Троцкий горестно вздохнул, но от дальнейшего спора воздержался и понуро побрел за билетами. И хотя городовой, стоящий на улице неподалеку от входа в портовую гостиницу, лишь мельком скользнул по ним взглядом и равнодушно отвернулся, весь следующий день Лев провел как на иголках: оглядываясь без нужды и завидуя спокойствию Туташхиа. Его наихудшие опасения в который раз не оправдались. Следующим утром на судно крымско-кавказской линии «Великий князь Алексей» они вошли без всяких препятствий и приключений.
ГЛАВА СЕДЬМАЯ
2 сентября 1899 года. Одесский порт
Приветствуя стоящие в гавани суда и возвещая о своем прибытии, «Великий князь Алексей», проходя по внутреннему рейду, произвел два громких, протяжных гудка.
Троцкий, устав за несколько дней от вынужденного безделья и однообразных морских пейзажей, стоял на верхней палубе парохода и наблюдал, как надвигается навстречу судну пассажирский причал. Путешествие из Грузии в Россию подходило к концу, и чего следовало ожидать от дня грядущего, он не знал. Надежды, что все злоключения остались позади, находились в противоречии с глубоким внутренним убеждением, что беды только начинаются.
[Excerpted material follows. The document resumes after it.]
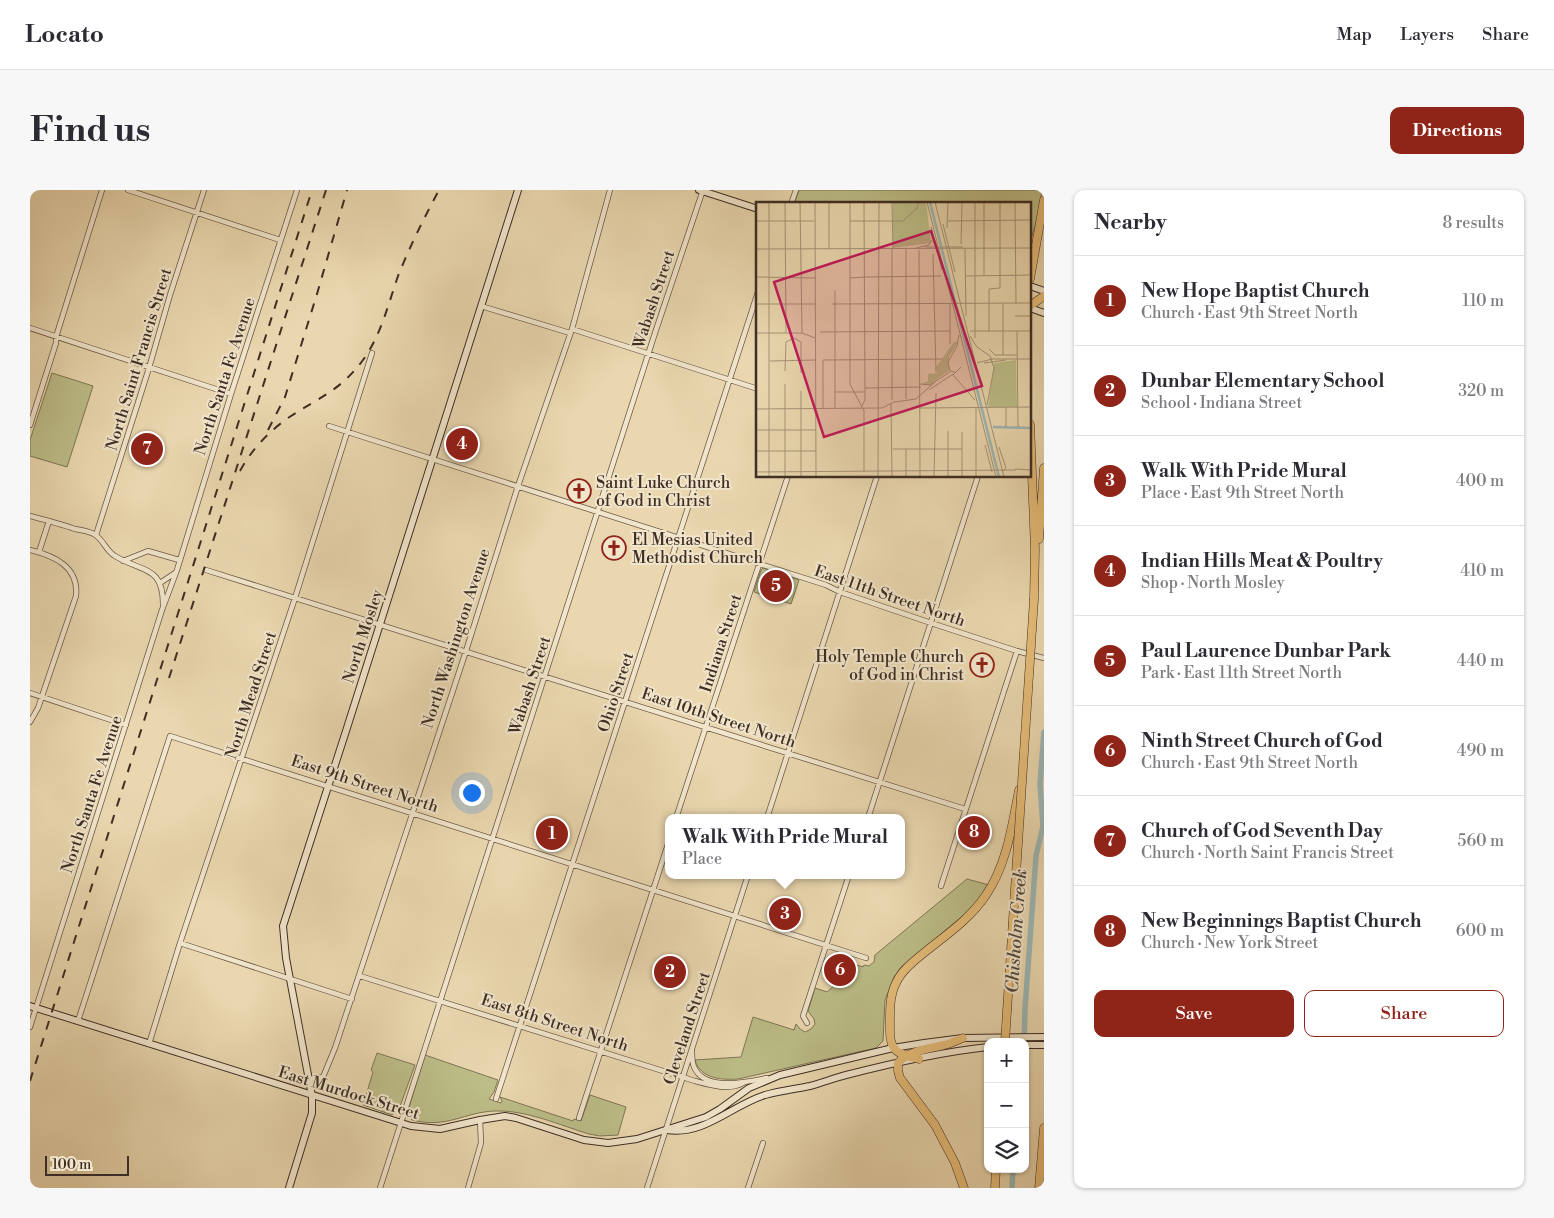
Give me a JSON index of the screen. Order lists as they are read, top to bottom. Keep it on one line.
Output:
{"streets":{"street":["Wabash Street","North Saint Francis Street","North Santa Fe Avenue","East 11th Street North","North Mosley","North Washington Avenue","Indiana Street","Ohio Street","North Mead Street","East 10th Street North","East 9th Street North","East 8th Street North","Cleveland Street","East Murdock Street"]},"crossings":[["Wabash Street","East 11th Street North"],["Wabash Street","East 10th Street North"],["Wabash Street","East 9th Street North"],["Wabash Street","East 8th Street North"],["Wabash Street","East Murdock Street"],["North Santa Fe Avenue","East Murdock Street"],["East 11th Street North","North Mosley"],["East 11th Street North","North Washington Avenue"],["East 11th Street North","Indiana Street"],["East 11th Street North","Ohio Street"],["East 11th Street North","North Mead Street"],["North Mosley","North Washington Avenue"],["North Mosley","East 10th Street North"],["North Mosley","East 9th Street North"],["North Mosley","East Murdock Street"],["North Washington Avenue","East 10th Street North"],["North Washington Avenue","East 9th Street North"],["North Washington Avenue","East 8th Street North"],["Indiana Street","East 10th Street North"],["Ohio Street","East 10th Street North"],["Ohio Street","East 9th Street North"],["Ohio Street","East 8th Street North"],["North Mead Street","East 10th Street North"],["North Mead Street","East 9th Street North"],["North Mead Street","East Murdock Street"],["East 9th Street North","Cleveland Street"],["East 9th Street North","East Murdock Street"],["East 8th Street North","Cleveland Street"],["East 8th Street North","East Murdock Street"],["Cleveland Street","East Murdock Street"]],"water":["Chisholm Creek"],"places":{"church":["Saint Luke Church of God in Christ","El Mesias United Methodist Church","Holy Temple Church of God in Christ"]},"scale_bar":"100 m","page":{"header":"Locato","nav":["Map","Layers","Share"],"buttons":["Directions",["Save","Share"]],"title":"Find us","heading":["Nearby","8 results"],"list":[{"mark":"1","name":"New Hope Baptist Church","note":"Church · East 9th Street North","value":"110 m"},{"mark":"2","name":"Dunbar Elementary School","note":"School · Indiana Street","value":"320 m"},{"mark":"3","name":"Walk With Pride Mural","note":"Place · East 9th Street North","value":"400 m"},{"mark":"4","name":"Indian Hills Meat & Poultry","note":"Shop · North Mosley","value":"410 m"},{"mark":"5","name":"Paul Laurence Dunbar Park","note":"Park · East 11th Street North","value":"440 m"},{"mark":"6","name":"Ninth Street Church of God","note":"Church · East 9th Street North","value":"490 m"},{"mark":"7","name":"Church of God Seventh Day","note":"Church · North Saint Francis Street","value":"560 m"},{"mark":"8","name":"New Beginnings Baptist Church","note":"Church · New York Street","value":"600 m"}],"pins":["4","7","5","8","1","3","6","2"],"popup":["Walk With Pride Mural","Place"],"map_buttons":["+","−"],"scale":"100 m"}}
– Ну что, друг, скоро мы расстанемся? – раздался за спиной голос Туташхиа.– Ты пойдешь к друзьям, я пойду к врагам. Чем закончится моя встреча – я не знаю. Но даже если мы больше не встретимся, хочу, чтобы ты знал,– для меня ты хороший друг. Ты для меня – брат. Только, если меня убьют, ты не мсти за меня, не надо.
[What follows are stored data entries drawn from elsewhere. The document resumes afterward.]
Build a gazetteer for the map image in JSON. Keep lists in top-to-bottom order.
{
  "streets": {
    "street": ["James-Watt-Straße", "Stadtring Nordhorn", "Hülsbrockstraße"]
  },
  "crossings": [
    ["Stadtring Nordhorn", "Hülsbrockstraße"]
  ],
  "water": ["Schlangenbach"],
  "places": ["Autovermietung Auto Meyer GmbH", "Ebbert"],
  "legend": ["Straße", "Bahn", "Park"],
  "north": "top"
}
– Да ты чепуху-то не городи! – Лев, развернувшись к абреку, возмущенно всплеснул руками.– Это какой же Тер… богатырь нужен, чтоб убить тебя смог? Лично я про таких ухарей только в ки… книжках читал. В детстве, в сказках.
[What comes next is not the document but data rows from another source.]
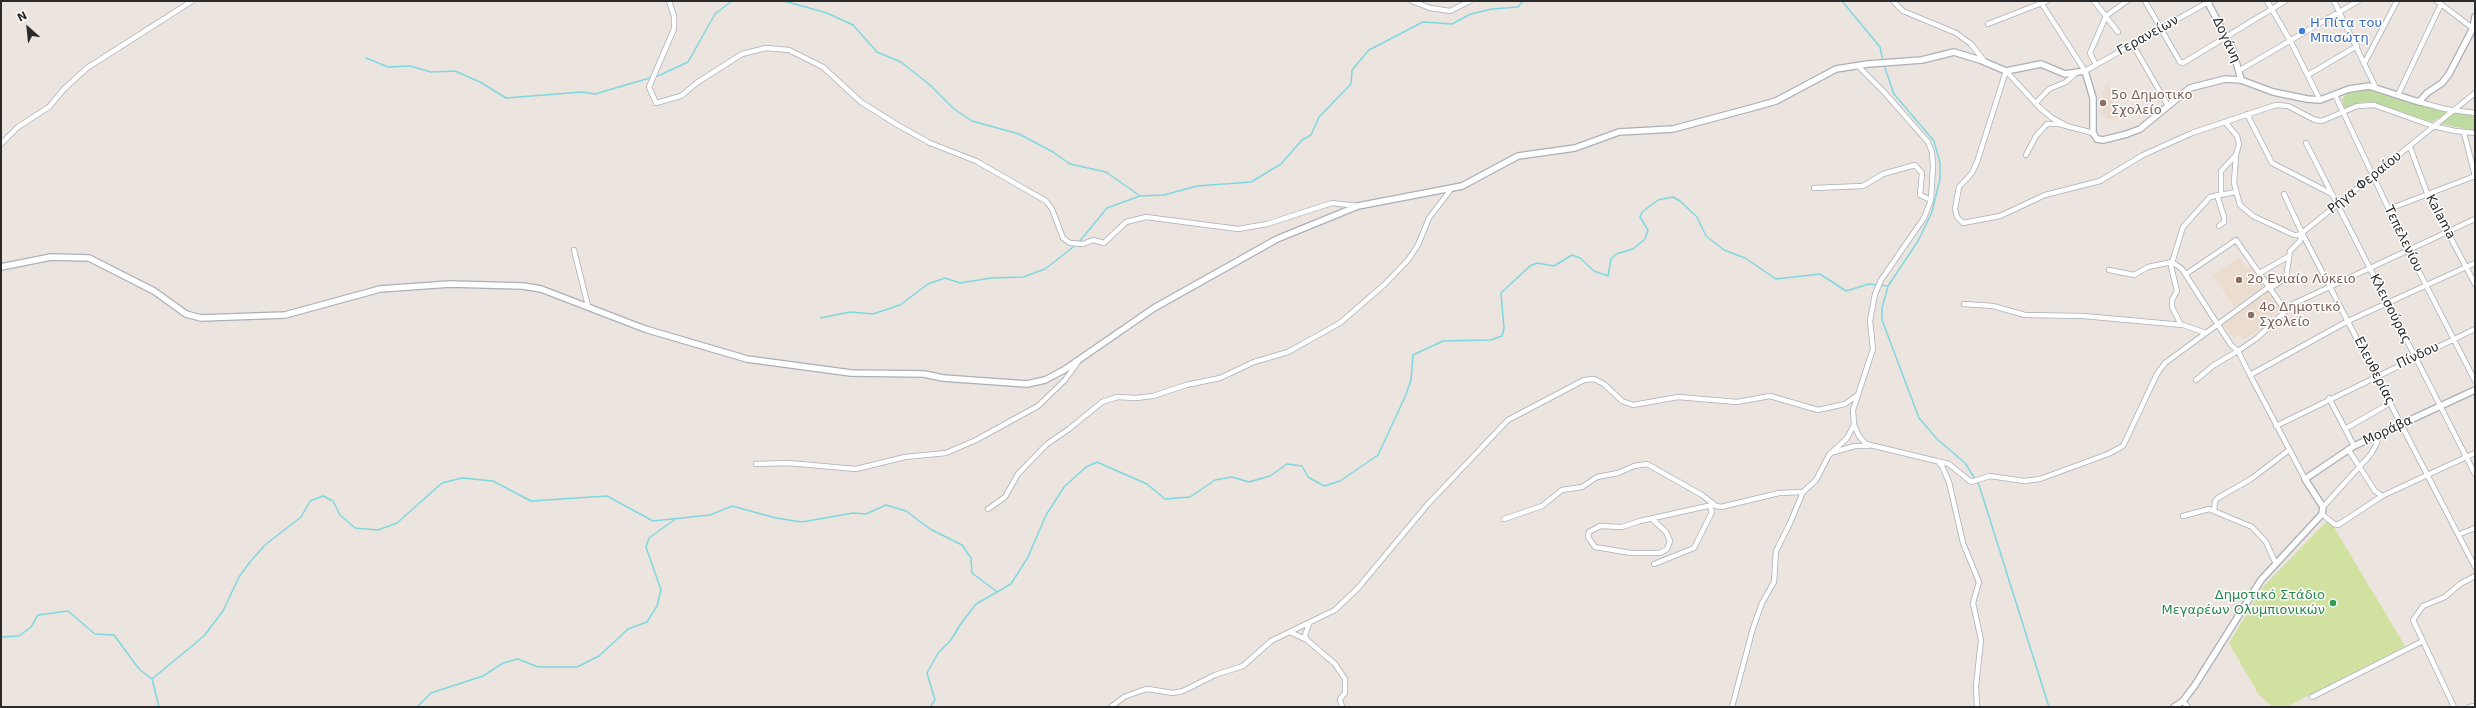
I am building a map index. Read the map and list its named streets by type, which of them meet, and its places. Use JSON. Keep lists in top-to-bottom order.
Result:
{
  "streets": {
    "street": [
      "Γερανείων",
      "Δογάνη",
      "Ρήγα Φεραίου",
      "Kalama",
      "Τεπελενίου",
      "Κλεισούρας",
      "Πίνδου",
      "Ελευθερίας",
      "Μοράβα"
    ]
  },
  "crossings": [
    ["Γερανείων", "Δογάνη"],
    ["Ρήγα Φεραίου", "Kalama"],
    ["Ρήγα Φεραίου", "Τεπελενίου"],
    ["Ρήγα Φεραίου", "Κλεισούρας"],
    ["Ρήγα Φεραίου", "Ελευθερίας"],
    ["Τεπελενίου", "Πίνδου"],
    ["Κλεισούρας", "Πίνδου"],
    ["Κλεισούρας", "Μοράβα"],
    ["Πίνδου", "Ελευθερίας"],
    ["Ελευθερίας", "Μοράβα"]
  ],
  "places": [
    "Η Πίτα του Μπισώτη",
    "5o Δημοτικο Σχολείο",
    "2ο Ενιαίο Λύκειο",
    "4ο Δημοτικό Σχολείο",
    "Δημοτικό Στάδιο Μεγαρέων Ολυμπιονικών"
  ],
  "north": "top left"
}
Чуть надувшись от невесть откуда накатившей злости (а больше от страха потерять друга), Троцкий ненадолго замолчал. Покопавшись в воспоминаниях обеих своих сущностей, он выудил нужную информацию и продолжил:
– Как со своими делами закончишь, приходи в ресторацию «Гамбринус» и спроси Мишу Винницкого. Мы с ним вроде как приятели, да дела общие есть, он тебя ко мне и отведет. Как обо мне спрашивать, я тебе уже говорил. А там уже решать будем, что нам дальше делать. Захочешь – в Грузию вернемся, не захочешь – еще чего придумаем. Привык я к тебе, не хочу расставаться.
– Коли так – приду,– Туташхиа усмехнулся в бороду.– Только, друг мой Лев, не получится из тебя абрека. Я так думаю. И мне пора с разбоем заканчивать, губернские начальники озверели, чуть что, уже не полицию – войска отправляют абреков ловить. Буду жив, вместе о другой, мирной, работе подумаем. Но только после того, как дела закончу. Других имен мне не надо, про тебя спрашивать как про Льва буду. Пусть твои кунаки об этом знают.
– А смелый капитан у этого кораблика,– не желая даже в мыслях оставаться в одиночестве, Троцкий, изменив тему разговора, указал рукой на покачивающийся у причала пароход, на борту которого золотом отливало звучное имя – «Одиссей».